Whenever the Ti48 receives a command via its remote, the display stays lit for about 10 seconds, then goes completely dark. Generally speaking, it remains illuminated long enough that I could get my work done. Yet from time to time during playback, I found myself wishing that I had the option to see the disc and track information. I'm told that some customers actually prefer this 10-second illumination window while many others have complained. A new software update is thus in the works that will extend the illumination period to 1 minute. The software update will be sent to all existing customers via a CD-ROM. Simply drop it into the drive before selecting the update menu option. That's it for my pack of picked nits. Everything else here is just gravy.


As compared to the Ti48's own CD drive or my Accustic Arts Drive 1, playback from the internal hard drive ranged from a subtle yet worthy improvement to the dramatic. Once archived, complex musical passages and raucous Rock recordings benefited to a startling extent. Hard drive playback evidenced such a lowered noise floor that the music seemed more vivid and detailed, smoother and much cleaner and with a significantly reduced grunge layer. This grunge removal was significant and I'm tempted to refer to it as the grunge I didn't even know was there. But I did know it was there. I've always heard it and simply assumed that it was a non-removable artifact of the CDs' recording process. Green Day's American Idiot [Reprise 48777-2] is just one such CD. It's rough sounding, with layers of distortion and a gritty grunge that certainly can be fatiguing after a while - particularly if you crank up the volume as I do.


The Ti48's hard drive playback stripped from the Green Day CD a significant amount of this grunge to result in a much clearer picture on the music - much more see-between-the-lines soundstaging, a much blacker background. The essential musical elements all remained, of course. Yet the sound was far less aggressive, much sweeter and much easier on the ears. Bass drums benefited greatly and became much more detailed and resonant. If you've ever struck a floor tom, you know how the tuning of the drum almost seems to change as the resonance of the sharply struck drum skin gives way to the bellowing resonance of the volume of air trapped below the skin. Such is the Ti48's resolution. You'll start hearing details from your music you never did before. Without producing undue emphasis, hard drive playback really made this kind of drum signature obvious and greatly improved on the believability factor of what I was hearing.


Overall bass power was marginally improved as well but not to the same obvious extent. True, it was a touch more powerful but also rounder and more natural. Were it not for the increased bass detail, it may have sounded slightly plumy but as the two characteristics grew in unison, the result was always a substantial improvement.
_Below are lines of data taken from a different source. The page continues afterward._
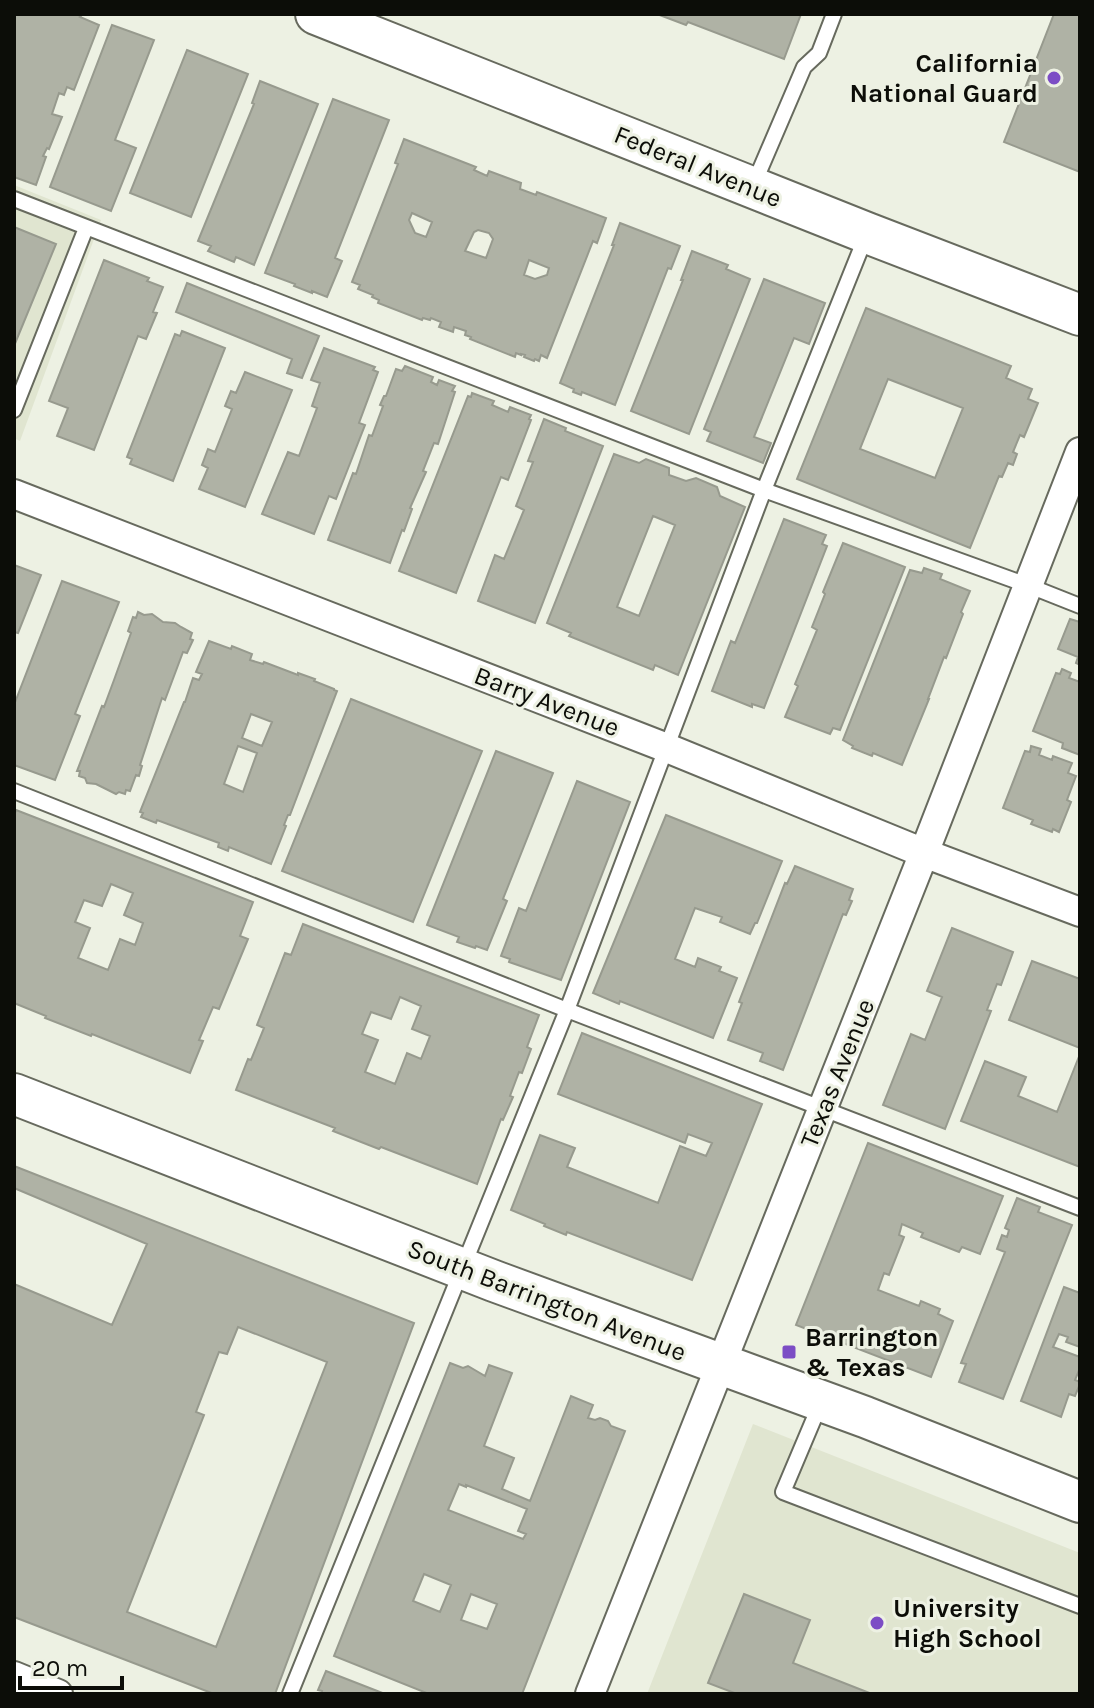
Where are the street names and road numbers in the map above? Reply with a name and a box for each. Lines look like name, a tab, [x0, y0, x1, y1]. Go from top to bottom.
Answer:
street label: Federal Avenue	[610, 119, 786, 214]
street label: Barry Avenue	[470, 660, 624, 743]
street label: Texas Avenue	[794, 994, 881, 1152]
street label: South Barrington Avenue	[403, 1233, 691, 1368]

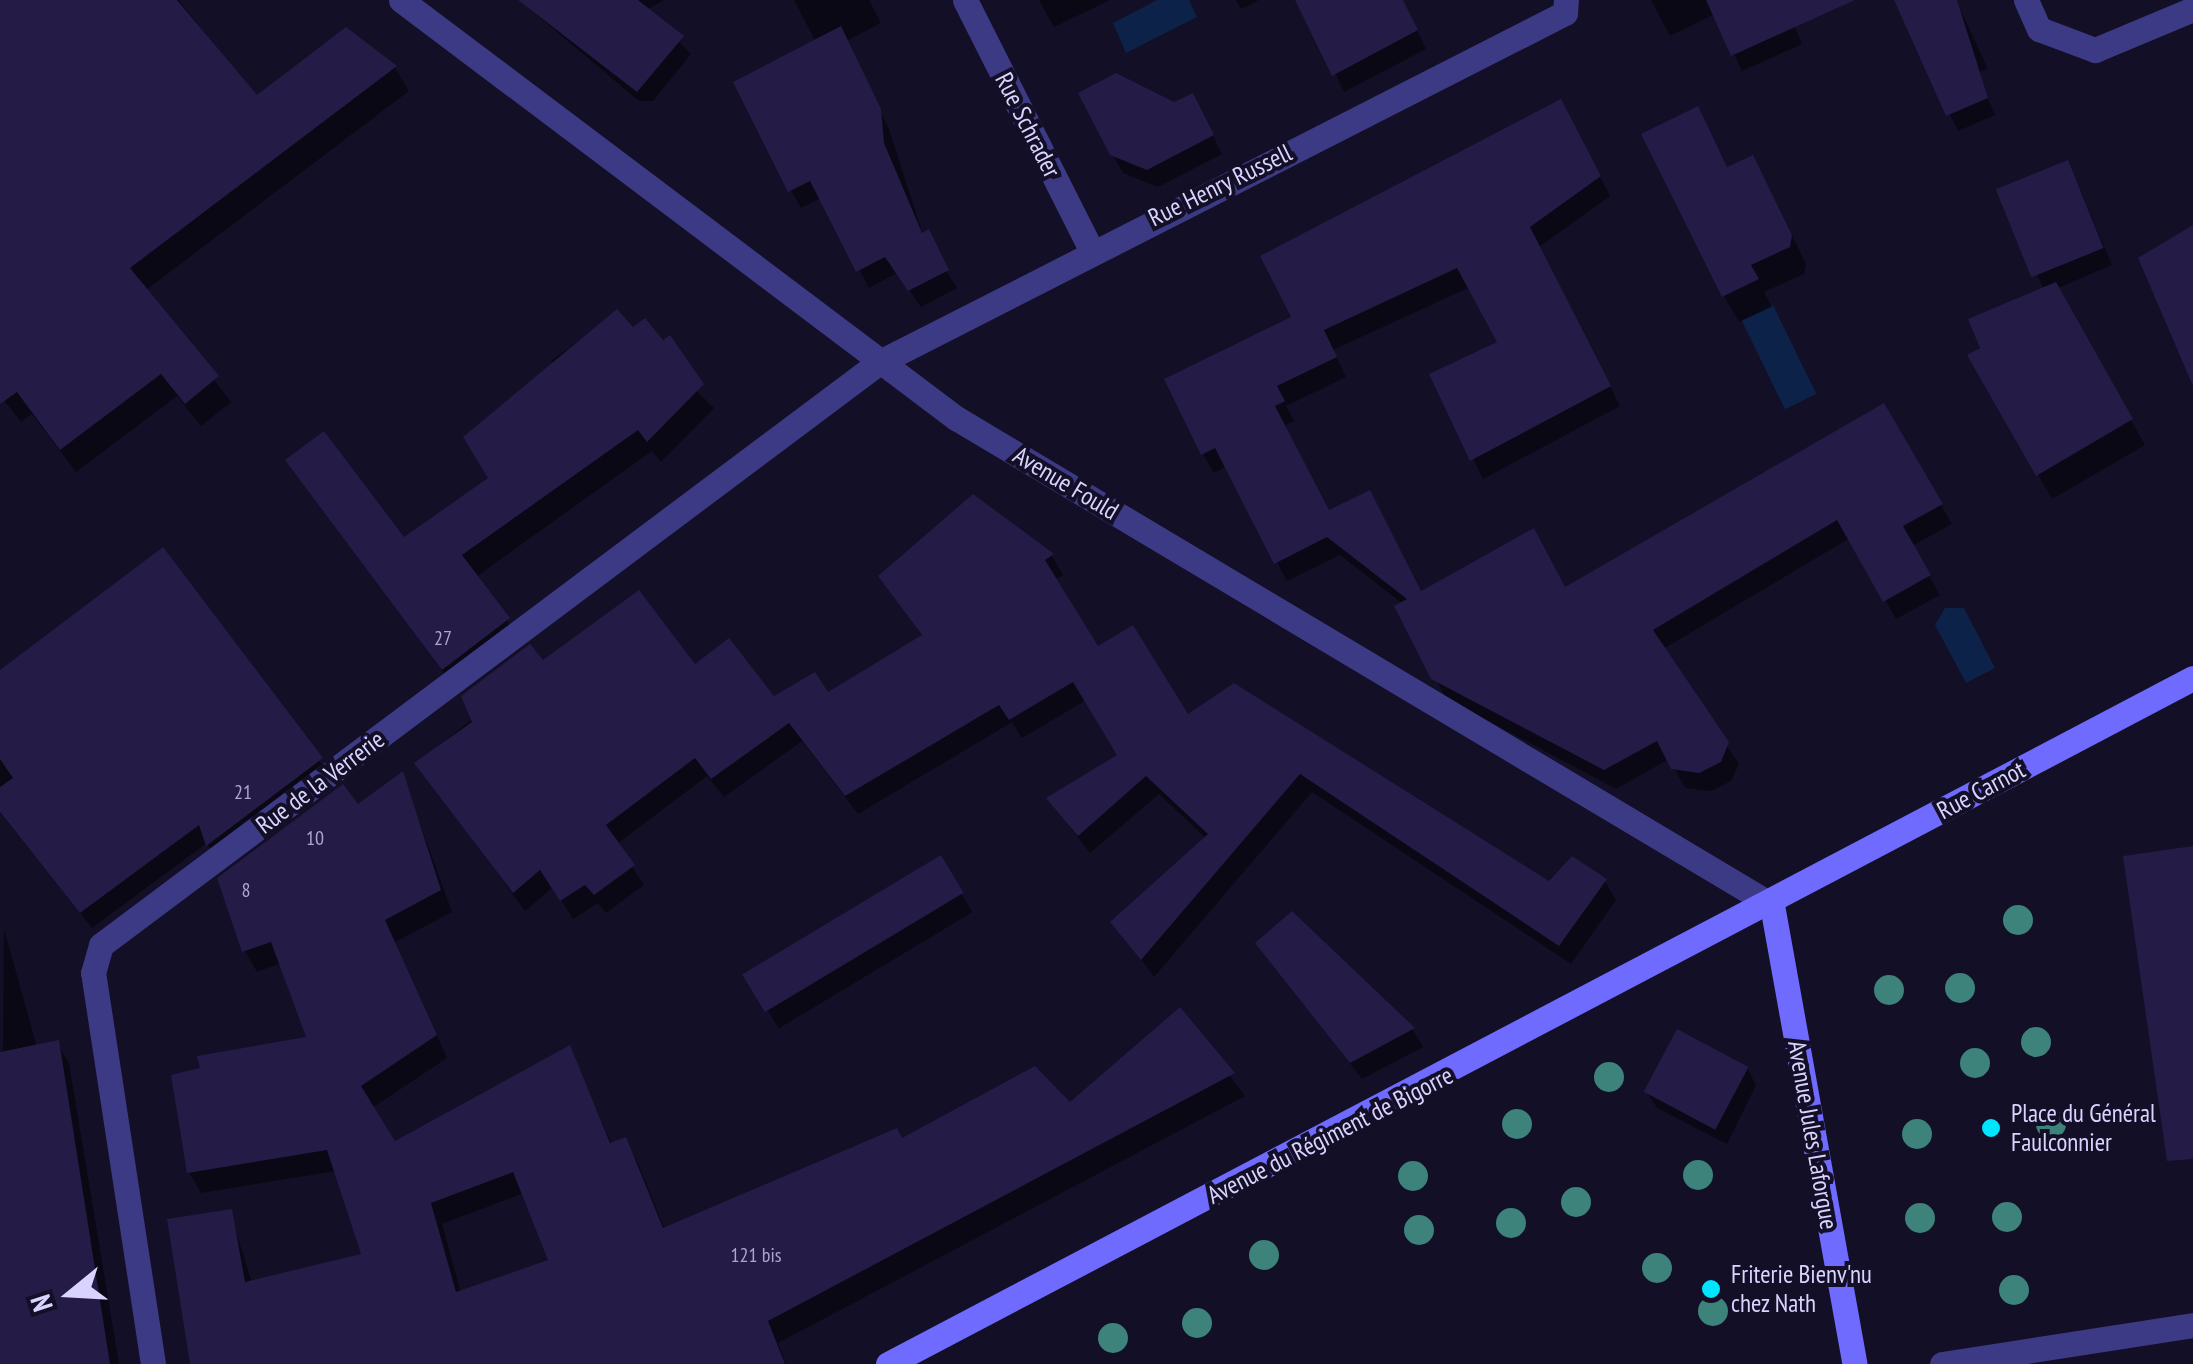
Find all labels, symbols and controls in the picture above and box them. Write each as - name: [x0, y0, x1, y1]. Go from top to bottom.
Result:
- street label: Rue Schrader: [989, 67, 1067, 183]
- street label: Rue Henry Russell: [1143, 137, 1297, 233]
- street label: Avenue Fould: [1008, 440, 1124, 526]
- house number: 27: [434, 626, 452, 650]
- street label: Rue de la Verrerie: [250, 724, 390, 840]
- street label: Rue Carnot: [1932, 754, 2030, 826]
- house number: 21: [234, 780, 252, 804]
- house number: 10: [306, 826, 324, 850]
- house number: 8: [242, 878, 250, 902]
- street label: Avenue Jules Laforgue: [1782, 1038, 1844, 1232]
- street label: Avenue du Régiment de Bigorre: [1202, 1060, 1458, 1210]
- place label: Place du Général Faulconnier: [2011, 1099, 2156, 1158]
- marker: Place du Général Faulconnier: [1980, 1117, 2002, 1139]
- house number: 121 bis: [730, 1243, 782, 1267]
- north arrow: [20, 1244, 120, 1344]
- place label: Friterie Bienv'nu chez Nath: [1731, 1260, 1872, 1319]
- marker: Friterie Bienv'nu chez Nath: [1700, 1278, 1722, 1300]
- text: N: [21, 1291, 61, 1316]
Depth of soundstaging increased largely due to that blackening of the music's background. It wasn't so much that the rear of the soundstage moved away from me. It was simply more visible, more palpable. Once that layer of distortion and grunge vanished, the highs seemed noticeably cleaner, smoother and less fatiguing.


All of the above could also be said of Bowling For Soup's Drunk Enough To Dance [01241-41819-2]. For my money, lead singer/songwriter Jaret Reddick enjoys arguably the best sense of humor in music and here the Ti48 seemed to spotlight Reddick's voice just a little bit. It didn't seem to accomplish this by changing tonal balance but rather, via that aforementioned increase in focus that almost transformed the audible into a visual. I could almost see Reddick. Propulsive bass and the addition of the same kind of clarity imparted the same easy-going listenability that was quickly becoming the hallmark of the Ti45 (if you can use the words easy-going and listenability in the same sentence as Bowling For Soup.)


I take nothing away from the Ti48 when I say that not all CDs benefited equally. Once I observed the phenomena above, I couldn't wait to rip something like Dire Straits' Love Over Gold [Warner 0947772-2]. I was prepared for one of the most 3-D presentations of my listening experience. I was prepared to hear sounds from the rear of the darkened stage that seemingly emerged from my neighbor's yard on the other side of my listening room wall. What resulted wasn't quite up to such unrealistic expectations. Don't get me wrong, the CD sounded fine. Actually, better than fine. But the simpler and cleaner musical textures didn't benefit to the same extent. It was as though the more complex Green Day CD so taxed regular CD playback with its error correction and interpolation that the hard drive presentation simply enjoyed more potential for improvements. The simpler Dire Straits CD didn't tax the system in the same manner, hence it didn't benefit from archiving in the same manner. That's not to say that it didn't benefit. It did. It sounded wonderful and closer to the vinyl presentation than I've ever heard it before - without the clicks and pops, that is.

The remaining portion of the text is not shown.